Dar Shabir Ahmad, Bhat Bilal Ahmad, Khanam Aaliya, Wani Zaid Ahmad, Nabi Junaid, Sheikh Shanoo
Department of Psychiatry, Government Medical College, Srinagar, Jammu and Kashmir, India.
Department of Health and Rehabilitation, Princess Nourah Bint Abdulrahman University, Riyadh, Saudi Arabia.
J Med Ultrasound. 2020 Mar 26;28(2):104-110. doi: 10.4103/JMU.JMU_26_19. eCollection 2020 Apr-Jun.
Although lithium is known to cause thyroid dysfunction and increased thyroid gland volume, clinical examination and biochemical assessment are fundamental to thyroid workup of patients on lithium treatment. We aimed to determine thyroid gland volume and the Thyroid hormone levels of patients who have been receiving lithium treatment for affective disorders in comparison to voluntary healthy controls.
This was a cross-sectional, hospital-based observational study which was performed in 43 patients on long-term lithium treatment for bipolar disorder, major depressive and schizoaffective disorders. Patients with documented continuous and adequate serum lithium levels for more than or equal to 6 months recruited consecutively underwent the ultrasonographic examination of the thyroid gland. Ultrasonographic examinations were also done in all gender- and age-matched healthy controls. All cases and controls underwent biochemical thyroid function tests.
There were no statistically significant differences in gender ( = 0.198; Chi-square = 1.654) of cases and controls. Most of the cases were married, maximum number of them unemployed and belonged to the lower socioeconomic status. Total thyroid volume was significantly greater in the lithium-treated group than the controls (9.40 ± 1.41 vs. 4.79 ± 0.45). Clinical inspection and palpation only detected goiter in six ( = 6, 13.95%) of patients on lithium and none among controls. The mean triiodothyronine, mean thyroxine, and mean scores for thyroid-stimulating hormone were significantly increased in patients receiving lithium therapy as compared to controls.

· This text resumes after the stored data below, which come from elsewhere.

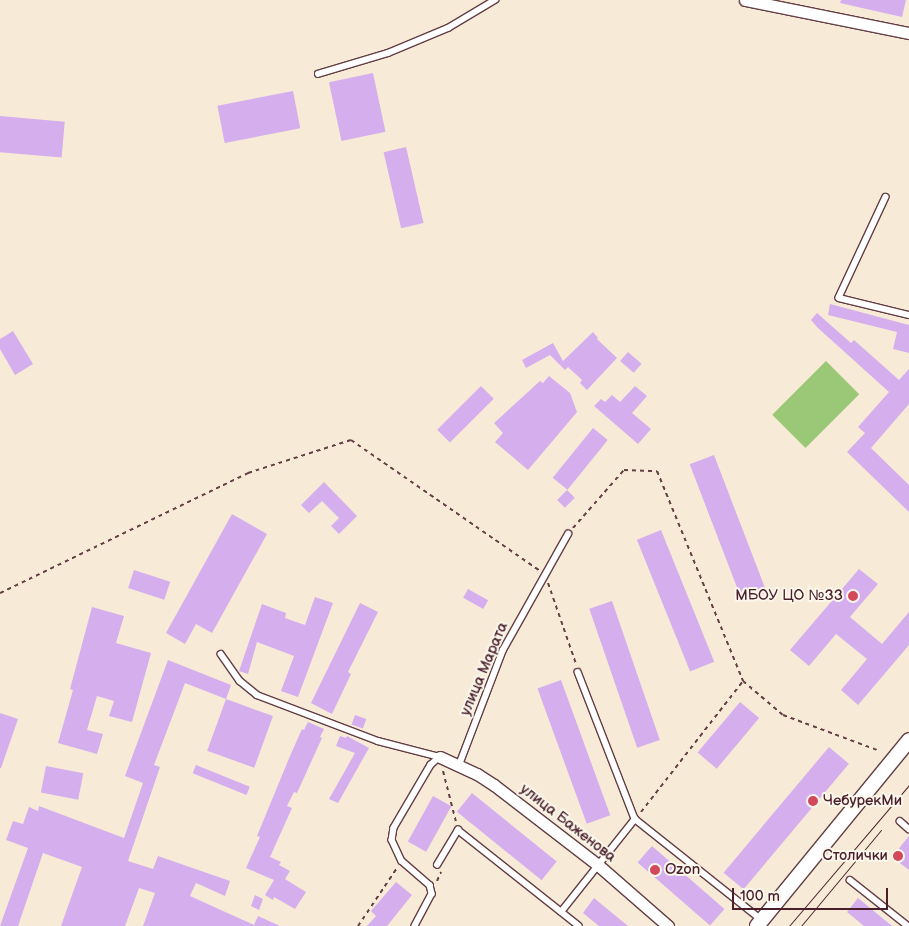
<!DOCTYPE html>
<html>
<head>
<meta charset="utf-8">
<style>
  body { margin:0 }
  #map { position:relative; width:909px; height:926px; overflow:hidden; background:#f7ebd7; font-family:"Balsamiq Sans",sans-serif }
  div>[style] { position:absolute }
  .green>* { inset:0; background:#9bc876; transform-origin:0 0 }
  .building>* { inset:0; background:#d5aeee; transform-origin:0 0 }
  .path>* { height:2px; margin-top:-1px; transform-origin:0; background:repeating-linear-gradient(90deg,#643e45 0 4px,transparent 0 8px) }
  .roads { filter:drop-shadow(1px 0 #643e45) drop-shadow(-1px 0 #643e45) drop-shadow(0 1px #643e45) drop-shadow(0 -1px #643e45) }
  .service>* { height:5.5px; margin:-2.75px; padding:0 2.75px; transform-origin:2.75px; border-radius:2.75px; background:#fff }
  .minor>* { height:11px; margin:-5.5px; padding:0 5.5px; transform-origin:5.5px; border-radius:5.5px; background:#fff }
  .tertiary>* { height:14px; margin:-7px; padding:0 7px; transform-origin:7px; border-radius:7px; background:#fff }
  .tram>* { height:1px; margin:-0.5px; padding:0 0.5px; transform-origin:0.5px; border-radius:0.5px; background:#4a1f2b }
  .dots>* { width:14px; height:14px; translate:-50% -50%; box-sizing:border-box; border:2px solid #fbf7ec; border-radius:50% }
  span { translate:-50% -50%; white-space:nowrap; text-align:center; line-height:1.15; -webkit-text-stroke:4px #fbf7ec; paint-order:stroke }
  .poi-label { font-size:15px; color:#4a1f2b }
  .right { translate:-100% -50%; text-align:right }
  .left { translate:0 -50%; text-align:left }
  .street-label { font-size:15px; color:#4a1f2b }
  .scale { position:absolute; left:732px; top:888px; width:156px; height:22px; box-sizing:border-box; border:2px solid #4a1f2b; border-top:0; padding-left:6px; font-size:15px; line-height:18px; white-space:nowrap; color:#4a1f2b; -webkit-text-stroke:4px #fbf7ec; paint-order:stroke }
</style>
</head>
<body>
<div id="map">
  <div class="green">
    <div style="left:826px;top:361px;width:47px;height:76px;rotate:45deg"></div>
  </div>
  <div class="building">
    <div style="clip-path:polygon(841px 0,906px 0,902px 17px,840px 3px)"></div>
    <div style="left:373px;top:73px;width:60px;height:45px;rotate:78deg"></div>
    <div style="left:293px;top:91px;width:38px;height:77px;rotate:79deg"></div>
    <div style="left:0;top:116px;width:65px;height:36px;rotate:5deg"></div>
    <div style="left:406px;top:147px;width:78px;height:23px;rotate:77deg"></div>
    <div style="clip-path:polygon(830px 304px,909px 325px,909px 353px,893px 349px,897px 332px,828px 315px)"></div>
    <div style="clip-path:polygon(817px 313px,851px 343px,854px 340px,899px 380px,909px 369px,909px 404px,871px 448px,909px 485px,909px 512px,847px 452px,865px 433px,858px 427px,889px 392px,818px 328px,811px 320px)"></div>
    <div style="clip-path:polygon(13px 331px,33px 364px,15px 375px,0 349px,0 339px)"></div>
    <div style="clip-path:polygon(593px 332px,598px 338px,597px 339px,617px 358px,587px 390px,580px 383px,582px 380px,568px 367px,565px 370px,550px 355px,526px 368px,522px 360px,553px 343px,563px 361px)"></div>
    <div style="left:628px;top:352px;width:18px;height:12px;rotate:41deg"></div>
    <div style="clip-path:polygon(549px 376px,570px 393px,577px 412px,528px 470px,495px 442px,503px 433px,494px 423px,540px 381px,543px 383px)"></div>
    <div style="left:481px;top:386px;width:18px;height:62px;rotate:45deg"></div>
    <div style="clip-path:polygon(635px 386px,647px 396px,632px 413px,651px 429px,638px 444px,594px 406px,601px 399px,605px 402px,612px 395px,620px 402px)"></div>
    <div style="left:593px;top:428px;width:19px;height:64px;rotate:39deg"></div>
    <div style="left:714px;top:455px;width:147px;height:26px;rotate:69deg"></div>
    <div style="clip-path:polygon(324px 482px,357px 516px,339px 534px,331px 526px,339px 518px,322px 501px,309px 513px,301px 505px)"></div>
    <div style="left:567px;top:490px;width:11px;height:14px;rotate:45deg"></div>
    <div style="clip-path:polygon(232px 514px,267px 534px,212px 633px,196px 624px,185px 644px,166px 633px)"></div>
    <div style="left:661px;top:530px;width:142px;height:26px;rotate:68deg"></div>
    <div style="clip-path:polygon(859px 569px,878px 584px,850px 617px,882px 644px,909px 612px,909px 645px,858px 705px,841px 690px,867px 659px,836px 634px,809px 666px,790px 650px)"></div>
    <div style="left:134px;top:570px;width:38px;height:19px;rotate:18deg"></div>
    <div style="left:468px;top:589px;width:23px;height:10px;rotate:29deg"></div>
    <div style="clip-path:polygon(315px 597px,333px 603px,298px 697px,281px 691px,294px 656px,257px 642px,248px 674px,239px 671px,262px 604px,286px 613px,285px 618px,305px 625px)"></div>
    <div style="left:612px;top:601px;width:147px;height:24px;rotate:71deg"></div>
    <div style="clip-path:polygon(360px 603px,378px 612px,348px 672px,351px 674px,332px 714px,311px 703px)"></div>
    <div style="clip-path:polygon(92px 607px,124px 616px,116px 643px,151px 653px,132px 722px,109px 716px,114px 701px,97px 696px,87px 730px,103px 734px,97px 754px,58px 743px,73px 690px,70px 689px)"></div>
    <div style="clip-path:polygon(168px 660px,231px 685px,226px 699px,185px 683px,154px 765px,160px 767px,128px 861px,153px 869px,158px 856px,230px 881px,225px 896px,196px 883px,190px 896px,254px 925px,258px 916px,280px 926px,143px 926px,155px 893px,139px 888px,125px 926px,61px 926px,82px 867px,43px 853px,18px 926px,0 926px,28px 848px,6px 840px,13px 821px,23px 824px,29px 807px,38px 811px,39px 806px,124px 838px,143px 783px,125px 776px)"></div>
    <div style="left:561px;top:680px;width:144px;height:25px;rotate:70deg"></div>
    <div style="left:226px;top:699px;width:50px;height:55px;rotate:20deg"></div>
    <div style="left:740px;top:702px;width:25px;height:66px;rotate:40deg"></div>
    <div style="clip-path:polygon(0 713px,18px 719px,1px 768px,0 768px)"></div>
    <div style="left:355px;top:715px;width:12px;height:10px;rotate:20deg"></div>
    <div style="clip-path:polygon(308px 722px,324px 729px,320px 737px,322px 738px,297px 793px,294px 792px,287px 806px,292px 808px,270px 857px,281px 862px,279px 865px,290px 871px,285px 879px,306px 892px,295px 909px,274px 897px,273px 900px,265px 895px,274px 880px,246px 868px,260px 837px,257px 836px,290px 756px,302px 729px,304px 730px)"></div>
    <div style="clip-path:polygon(340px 736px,346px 738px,347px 736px,369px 748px,338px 803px,329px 799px,355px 753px,336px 746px)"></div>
    <div style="left:829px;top:747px;width:26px;height:164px;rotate:40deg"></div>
    <div style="left:196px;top:765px;width:58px;height:9px;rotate:22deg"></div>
    <div style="left:46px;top:766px;width:38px;height:27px;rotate:11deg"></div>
    <div style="left:472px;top:793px;width:109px;height:24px;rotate:39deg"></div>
    <div style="left:433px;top:796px;width:21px;height:52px;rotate:29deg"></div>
    <div style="clip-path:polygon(909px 836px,909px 870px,892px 857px)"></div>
    <div style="left:652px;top:846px;width:96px;height:22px;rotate:41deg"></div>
    <div style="clip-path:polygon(396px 882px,412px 895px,387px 926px,367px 926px,376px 916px,371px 911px)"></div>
    <div style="clip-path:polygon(255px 895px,263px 899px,259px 910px,251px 906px)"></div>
    <div style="clip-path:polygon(594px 898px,628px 926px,599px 926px,583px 913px)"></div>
    <div style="clip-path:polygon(858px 898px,892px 926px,864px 926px,847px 912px)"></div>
  </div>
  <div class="path">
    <div style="left:573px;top:528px;width:77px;rotate:-48.7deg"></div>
    <div style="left:624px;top:470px;width:33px;rotate:2deg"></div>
    <div style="left:657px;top:471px;width:227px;rotate:67.7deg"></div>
    <div style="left:743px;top:681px;width:52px;rotate:40.4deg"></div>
    <div style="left:783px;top:715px;width:100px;rotate:20.4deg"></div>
    <div style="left:548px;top:583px;width:86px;rotate:70.9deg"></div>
    <div style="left:0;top:593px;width:276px;rotate:-25.8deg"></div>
    <div style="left:248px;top:473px;width:108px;rotate:-17.8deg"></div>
    <div style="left:351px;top:440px;width:229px;rotate:34.7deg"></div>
    <div style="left:443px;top:771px;width:53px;rotate:75.7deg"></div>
    <div style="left:641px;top:812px;width:166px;rotate:-52.1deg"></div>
    <div style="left:437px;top:881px;width:10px;rotate:-66deg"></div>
    <div style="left:358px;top:926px;width:70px;rotate:-56.1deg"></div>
  </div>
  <div class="roads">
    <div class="service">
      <div style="left:318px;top:74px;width:73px;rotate:-16.7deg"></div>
      <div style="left:388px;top:53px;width:65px;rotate:-22.6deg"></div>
      <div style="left:448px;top:28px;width:55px;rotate:-30.8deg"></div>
      <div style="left:886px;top:197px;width:111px;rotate:115deg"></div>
      <div style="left:839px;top:298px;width:72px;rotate:13.7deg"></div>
      <div style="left:221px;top:654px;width:33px;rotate:55deg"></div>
      <div style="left:240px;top:681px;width:22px;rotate:39deg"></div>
      <div style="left:257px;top:695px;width:129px;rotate:20.8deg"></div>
      <div style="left:378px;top:741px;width:64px;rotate:14.5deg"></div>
      <div style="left:440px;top:757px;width:12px;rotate:138deg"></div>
      <div style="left:431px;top:765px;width:73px;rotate:120.4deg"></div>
      <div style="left:394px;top:828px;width:12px;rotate:99deg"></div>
      <div style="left:392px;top:840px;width:23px;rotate:65deg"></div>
      <div style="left:402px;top:861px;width:37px;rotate:41deg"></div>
      <div style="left:430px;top:885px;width:9px;rotate:77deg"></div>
      <div style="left:432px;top:894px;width:36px;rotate:118deg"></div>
      <div style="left:578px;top:672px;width:158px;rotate:68.8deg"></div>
      <div style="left:635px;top:819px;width:162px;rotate:38.5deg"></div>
      <div style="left:459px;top:765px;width:123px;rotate:-69.1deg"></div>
      <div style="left:503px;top:650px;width:133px;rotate:-60.7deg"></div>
      <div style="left:900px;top:821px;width:12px;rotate:42deg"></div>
      <div style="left:437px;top:865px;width:41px;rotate:-59deg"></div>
      <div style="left:458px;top:830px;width:154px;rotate:38.4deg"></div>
      <div style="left:850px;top:880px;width:74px;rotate:38.4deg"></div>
      <div style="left:561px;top:912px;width:119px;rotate:-51.5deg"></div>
    </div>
    <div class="minor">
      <div style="left:745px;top:0;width:167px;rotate:11.4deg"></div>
      <div style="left:440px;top:757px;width:41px;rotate:24.7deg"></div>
      <div style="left:477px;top:774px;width:20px;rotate:33deg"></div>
      <div style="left:494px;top:785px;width:131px;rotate:37.6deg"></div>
      <div style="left:598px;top:865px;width:93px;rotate:41.1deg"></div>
    </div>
    <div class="tertiary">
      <div style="left:757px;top:926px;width:240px;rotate:-50.7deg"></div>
    </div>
  </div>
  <div class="tram">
    <div style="left:789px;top:926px;width:185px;rotate:-49.6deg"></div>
    <div style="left:801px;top:926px;width:125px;rotate:-50.2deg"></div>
  </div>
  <div class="dots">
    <div style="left:853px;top:596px;background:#d1495b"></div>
    <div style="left:813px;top:801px;background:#d1495b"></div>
    <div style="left:898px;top:856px;background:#d1495b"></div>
    <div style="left:655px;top:870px;background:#d1495b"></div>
  </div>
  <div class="poi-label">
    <span class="right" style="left:843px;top:596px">МБОУ ЦО №33</span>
    <span class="left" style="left:823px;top:801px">ЧебурекМи</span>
    <span class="right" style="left:888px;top:856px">Столички</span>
    <span class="left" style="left:665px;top:870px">Ozon</span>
  </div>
  <div class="street-label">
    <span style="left:484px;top:669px;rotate:-67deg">улица Марата</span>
    <span style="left:568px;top:823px;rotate:38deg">улица Баженова</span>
  </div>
  <div class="scale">100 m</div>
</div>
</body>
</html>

It would seem wise from a clinical point of view to include ultrasonographic examination of the thyroid gland as part of the standard thyroid workup before initiating lithium treatment.
尽管已知锂会导致甲状腺功能障碍和甲状腺体积增大,但临床检查和生化评估对于接受锂治疗患者的甲状腺检查至关重要。我们旨在确定与自愿健康对照相比,接受锂治疗情感障碍患者的甲状腺体积和甲状腺激素水平。
这是一项基于医院的横断面观察性研究,对43例因双相情感障碍、重度抑郁和分裂情感性障碍接受长期锂治疗的患者进行。连续招募血清锂水平持续且充足≥6个月的患者,对其进行甲状腺超声检查。所有性别和年龄匹配的健康对照也进行了超声检查。所有病例和对照均进行了甲状腺功能生化检测。
病例组和对照组在性别方面无统计学显著差异(P = 0.198;卡方 = 1.654)。大多数病例已婚,其中失业人数最多,且属于社会经济地位较低者。锂治疗组的总甲状腺体积显著大于对照组(9.40±1.41 vs. 4.79±0.45)。临床检查和触诊仅在6例(n = 6,13.95%)接受锂治疗的患者中检测到甲状腺肿大,对照组中未检测到。与对照组相比,接受锂治疗的患者的平均三碘甲状腺原氨酸、平均甲状腺素和促甲状腺激素平均评分显著升高。
从临床角度来看,在开始锂治疗前,将甲状腺超声检查作为标准甲状腺检查的一部分似乎是明智的。